### What you will do
Spot each line in the data below containing "strong" and copy it.
● ● ● ● ●
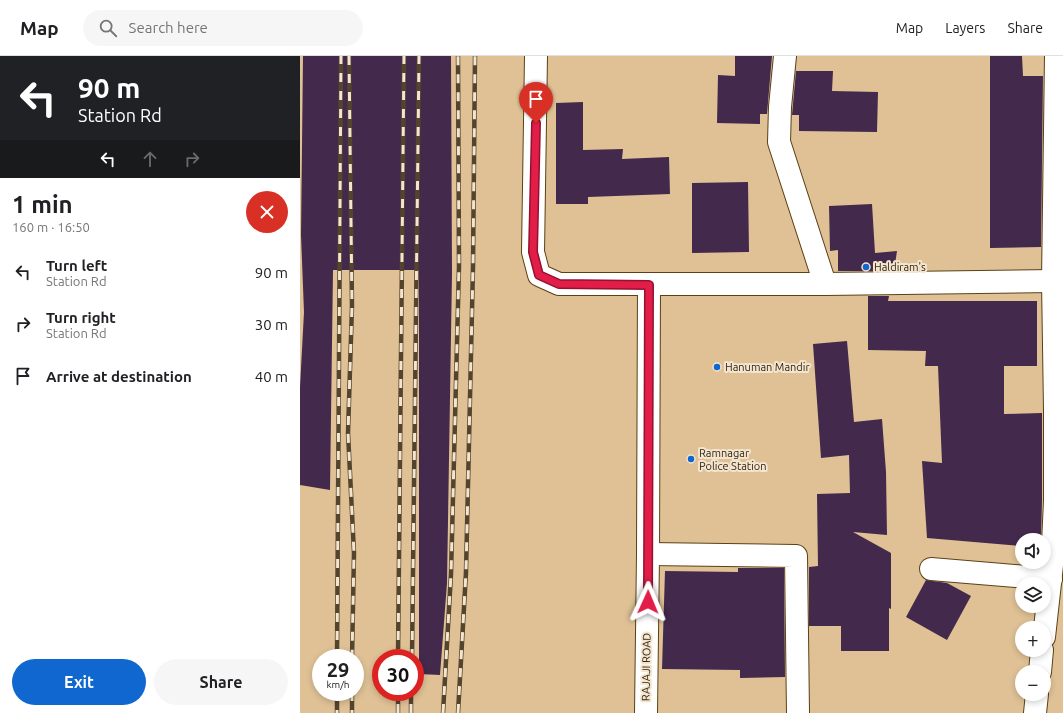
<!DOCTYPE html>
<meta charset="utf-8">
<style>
body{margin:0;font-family:Ubuntu,sans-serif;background:#f6f6f6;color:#202124;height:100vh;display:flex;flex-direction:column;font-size:15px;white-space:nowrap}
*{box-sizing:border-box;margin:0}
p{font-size:13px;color:#757577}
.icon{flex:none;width:22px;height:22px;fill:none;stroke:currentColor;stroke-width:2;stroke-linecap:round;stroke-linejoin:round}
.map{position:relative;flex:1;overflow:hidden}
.sheet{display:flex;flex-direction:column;background:#fff;width:300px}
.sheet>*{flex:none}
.guide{background:#202124;color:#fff;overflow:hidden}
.controls{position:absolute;left:715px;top:477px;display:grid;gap:8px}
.controls a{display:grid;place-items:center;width:36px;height:36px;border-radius:50%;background:#fff;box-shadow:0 2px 6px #0003;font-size:20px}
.speed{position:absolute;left:12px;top:593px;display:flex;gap:8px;font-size:20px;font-weight:700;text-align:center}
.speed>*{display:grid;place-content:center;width:52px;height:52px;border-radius:50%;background:#fff;box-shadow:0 2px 6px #0003;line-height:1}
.speed small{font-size:10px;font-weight:400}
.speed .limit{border:6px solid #d22;background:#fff;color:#111}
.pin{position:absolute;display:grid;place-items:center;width:34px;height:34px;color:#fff;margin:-41px -17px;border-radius:50% 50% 50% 0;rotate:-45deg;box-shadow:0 0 4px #0007}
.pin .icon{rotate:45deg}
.me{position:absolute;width:44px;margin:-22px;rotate:1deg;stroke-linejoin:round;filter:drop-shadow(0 0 3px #0008)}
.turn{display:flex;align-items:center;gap:14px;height:84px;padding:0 12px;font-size:18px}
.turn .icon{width:52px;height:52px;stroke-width:2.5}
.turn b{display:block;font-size:28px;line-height:34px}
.lanes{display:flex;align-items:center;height:38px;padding:0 12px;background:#0003;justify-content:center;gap:20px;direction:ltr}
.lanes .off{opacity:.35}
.round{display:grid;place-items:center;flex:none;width:42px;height:42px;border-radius:21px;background:#f6f6f6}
.overview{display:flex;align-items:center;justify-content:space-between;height:68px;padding:0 12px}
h1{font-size:24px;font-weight:600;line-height:30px}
.primary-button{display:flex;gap:8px;margin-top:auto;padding:8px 12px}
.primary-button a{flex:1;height:46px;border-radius:24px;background:#1067d0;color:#fff;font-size:16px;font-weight:600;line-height:46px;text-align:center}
.primary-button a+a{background:#f6f6f6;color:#202124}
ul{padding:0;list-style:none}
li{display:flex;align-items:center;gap:12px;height:52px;padding:0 12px}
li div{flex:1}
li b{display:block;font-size:15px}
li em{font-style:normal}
header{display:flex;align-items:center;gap:24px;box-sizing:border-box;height:56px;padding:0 20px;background:#fff;border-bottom:1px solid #e0e0e0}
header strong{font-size:19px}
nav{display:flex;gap:22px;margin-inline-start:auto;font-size:14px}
.search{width:280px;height:36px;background:#f6f6f6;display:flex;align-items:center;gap:10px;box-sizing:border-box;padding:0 14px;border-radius:22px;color:#757577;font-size:15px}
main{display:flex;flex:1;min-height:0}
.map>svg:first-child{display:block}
.building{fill:#43294c}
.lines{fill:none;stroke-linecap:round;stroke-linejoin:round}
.minor-casing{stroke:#5a4116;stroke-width:24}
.minor{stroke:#fff;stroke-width:22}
.rail-casing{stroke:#54442e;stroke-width:4.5}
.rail{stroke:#f4e5cf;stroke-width:3;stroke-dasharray:9;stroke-linecap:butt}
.route-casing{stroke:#92132f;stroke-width:10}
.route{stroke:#e11d48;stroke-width:7}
.poi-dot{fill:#1067d0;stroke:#f4e5cf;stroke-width:1.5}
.labels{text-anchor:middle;stroke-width:4;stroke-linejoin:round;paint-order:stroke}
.poi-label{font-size:11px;fill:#302413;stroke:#f4e5cf;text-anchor:start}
.street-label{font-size:11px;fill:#302413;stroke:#f4e5cf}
</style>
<header>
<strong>Map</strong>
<div class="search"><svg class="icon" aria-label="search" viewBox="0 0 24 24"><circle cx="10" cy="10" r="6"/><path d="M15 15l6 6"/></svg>Search here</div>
<nav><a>Map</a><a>Layers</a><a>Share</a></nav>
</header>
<main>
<section class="sheet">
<div class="guide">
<div class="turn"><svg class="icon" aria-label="left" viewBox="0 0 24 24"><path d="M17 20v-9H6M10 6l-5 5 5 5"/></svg><div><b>90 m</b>Station Rd</div></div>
<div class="lanes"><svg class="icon" aria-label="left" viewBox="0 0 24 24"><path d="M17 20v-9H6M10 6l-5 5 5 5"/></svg><svg class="icon off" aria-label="ahead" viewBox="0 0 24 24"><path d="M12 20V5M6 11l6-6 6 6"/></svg><svg class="icon off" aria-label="right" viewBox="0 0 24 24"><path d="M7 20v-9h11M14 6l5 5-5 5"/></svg></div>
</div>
<div class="overview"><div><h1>1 min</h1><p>160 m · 16:50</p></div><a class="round" style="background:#d93025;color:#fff"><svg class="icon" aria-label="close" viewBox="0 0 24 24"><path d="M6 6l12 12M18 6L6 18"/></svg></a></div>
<ul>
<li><svg class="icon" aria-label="left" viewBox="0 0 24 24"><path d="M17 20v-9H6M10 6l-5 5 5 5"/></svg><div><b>Turn left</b><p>Station Rd</p></div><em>90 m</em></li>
<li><svg class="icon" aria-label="right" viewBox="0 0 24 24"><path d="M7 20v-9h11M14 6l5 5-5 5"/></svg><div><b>Turn right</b><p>Station Rd</p></div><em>30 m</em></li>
<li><svg class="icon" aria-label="arrive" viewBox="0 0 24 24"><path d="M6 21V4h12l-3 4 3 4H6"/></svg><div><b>Arrive at destination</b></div><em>40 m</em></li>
</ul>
<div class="primary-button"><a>Exit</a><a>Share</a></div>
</section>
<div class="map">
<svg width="763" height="657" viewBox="0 0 763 657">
<rect width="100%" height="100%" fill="#dfc195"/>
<!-- building -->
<g class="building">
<polygon points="3,0 151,0 152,218 147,527 140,619 119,618 119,214 33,214 30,434 0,429 0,331 4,256 1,179"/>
<polygon points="435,0 472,0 467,58 460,58 460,68 417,67 418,19 435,20"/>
<polygon points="690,0 722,0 723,20 743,20 741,191 690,192"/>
<polygon points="496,15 533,15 532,35 578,36 577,76 499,75 499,59 492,59"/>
<polygon points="283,46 283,94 323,93 322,103 369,101 370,138 288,141 288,148 256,148 256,47"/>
<polygon points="448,126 449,196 392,197 392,127"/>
<polygon points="572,148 575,197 597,195 594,215 538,215 538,194 530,195 529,150"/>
<polygon points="568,240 589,240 588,245 737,245 737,310 704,310 704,358 742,357 742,445 741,484 722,484 722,490 627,482 622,405 642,407 638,310 625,310 626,295 568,294"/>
<polygon points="547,285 554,366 582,363 586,416 587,479 553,476 591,497 591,553 589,552 589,595 541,595 541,570 509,570 509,511 518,510 517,438 550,437 549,399 521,402 513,288"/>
<polygon points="438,512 484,512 485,621 440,622 440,614 362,613 365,515 438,516"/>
<polygon points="626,524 647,527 671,540 647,584 606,561"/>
</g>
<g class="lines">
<!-- minor casing -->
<g class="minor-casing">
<g id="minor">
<polyline points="236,0 233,196 239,219 259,228 525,228 753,225"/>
<polyline points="485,0 480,51 479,86 525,228"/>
<polyline points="348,498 496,500 498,657"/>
<polyline points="631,513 751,523"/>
<polyline points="744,581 752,509 755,445 755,354 753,225 756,0"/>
<polyline points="740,616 742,594"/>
<polyline points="346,657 348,498 349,229"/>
<polyline points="735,657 737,638"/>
</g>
</g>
<!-- minor -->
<use href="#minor" class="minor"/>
<!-- rail casing -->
<g class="rail-casing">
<g id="rail">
<polyline points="49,0 52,250 48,377 54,497 52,602"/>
<polyline points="37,602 41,0"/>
<polyline points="98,602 104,0"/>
<polyline points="112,602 119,0"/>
<polyline points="37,636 37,657"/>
<polyline points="52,636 52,657"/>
<polyline points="98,657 98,636"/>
<polyline points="111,657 111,636"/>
<polyline points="143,657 151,518 159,210 158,0"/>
<polyline points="158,657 166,516 173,211 175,0"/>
</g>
</g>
<!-- rail -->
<use href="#rail" class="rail"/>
</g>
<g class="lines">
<!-- route casing -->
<g class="route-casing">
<polyline id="route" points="236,67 233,196 239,219 259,228 349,229 348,546"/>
</g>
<!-- route -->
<use href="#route" class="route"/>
</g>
<!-- markers -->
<g class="poi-dot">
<circle cx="566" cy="211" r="4"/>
<circle cx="417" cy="311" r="4"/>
<circle cx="391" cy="403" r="4"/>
</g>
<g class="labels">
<!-- poi labels -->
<g class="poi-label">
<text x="574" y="215">Haldiram's</text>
<text x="425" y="315">Hanuman Mandir</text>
<text x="399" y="401">Ramnagar<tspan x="399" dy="13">Police Station</tspan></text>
</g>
<!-- street labels -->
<g class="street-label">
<text transform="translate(346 611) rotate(-89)" y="4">RAJAJI ROAD</text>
</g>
</g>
</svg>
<div class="controls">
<a><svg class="icon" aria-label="sound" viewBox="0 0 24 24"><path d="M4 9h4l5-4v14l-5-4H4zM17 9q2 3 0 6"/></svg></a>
<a><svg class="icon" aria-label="layers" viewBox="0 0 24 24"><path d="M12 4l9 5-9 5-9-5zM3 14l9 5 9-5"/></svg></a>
<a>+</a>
<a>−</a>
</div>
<div class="speed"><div>29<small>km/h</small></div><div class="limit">30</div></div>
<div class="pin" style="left:236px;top:67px;background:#d93025"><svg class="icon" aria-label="arrive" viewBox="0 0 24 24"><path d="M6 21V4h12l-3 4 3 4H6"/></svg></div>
<svg class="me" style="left:348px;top:546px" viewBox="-20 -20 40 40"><path d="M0-17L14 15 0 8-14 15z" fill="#e11d48" stroke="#fff" stroke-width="4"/></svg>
</div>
</main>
● ● ● ● ●
### Answer below
header strong{font-size:19px}
<strong>Map</strong>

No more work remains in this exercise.